-- Opening Marker --
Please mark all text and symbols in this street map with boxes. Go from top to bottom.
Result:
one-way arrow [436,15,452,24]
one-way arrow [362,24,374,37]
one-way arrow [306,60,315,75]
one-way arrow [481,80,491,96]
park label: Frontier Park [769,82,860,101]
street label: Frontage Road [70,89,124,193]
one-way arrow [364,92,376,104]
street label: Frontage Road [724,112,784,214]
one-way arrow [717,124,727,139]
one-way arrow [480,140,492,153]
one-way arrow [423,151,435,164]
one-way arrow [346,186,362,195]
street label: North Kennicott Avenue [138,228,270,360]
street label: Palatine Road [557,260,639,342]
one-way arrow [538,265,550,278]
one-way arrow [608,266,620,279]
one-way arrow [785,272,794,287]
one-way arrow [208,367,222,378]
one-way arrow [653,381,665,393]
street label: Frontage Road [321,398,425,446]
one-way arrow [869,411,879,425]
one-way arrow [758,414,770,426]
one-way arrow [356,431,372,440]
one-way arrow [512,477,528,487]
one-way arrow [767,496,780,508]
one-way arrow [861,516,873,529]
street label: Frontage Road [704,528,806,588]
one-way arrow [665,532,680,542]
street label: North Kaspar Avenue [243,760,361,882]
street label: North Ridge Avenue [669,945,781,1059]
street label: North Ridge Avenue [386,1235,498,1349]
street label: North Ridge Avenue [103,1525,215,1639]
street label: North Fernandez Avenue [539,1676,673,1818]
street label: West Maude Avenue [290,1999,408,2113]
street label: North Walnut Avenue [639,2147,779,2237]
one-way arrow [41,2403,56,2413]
-- Closing Marker --
■ Task instructions:
All of the lines above that carry the string "Avenue" need to be found and copied.

■ Solution below:
street label: North Kennicott Avenue [138,228,270,360]
street label: North Kaspar Avenue [243,760,361,882]
street label: North Ridge Avenue [669,945,781,1059]
street label: North Ridge Avenue [386,1235,498,1349]
street label: North Ridge Avenue [103,1525,215,1639]
street label: North Fernandez Avenue [539,1676,673,1818]
street label: West Maude Avenue [290,1999,408,2113]
street label: North Walnut Avenue [639,2147,779,2237]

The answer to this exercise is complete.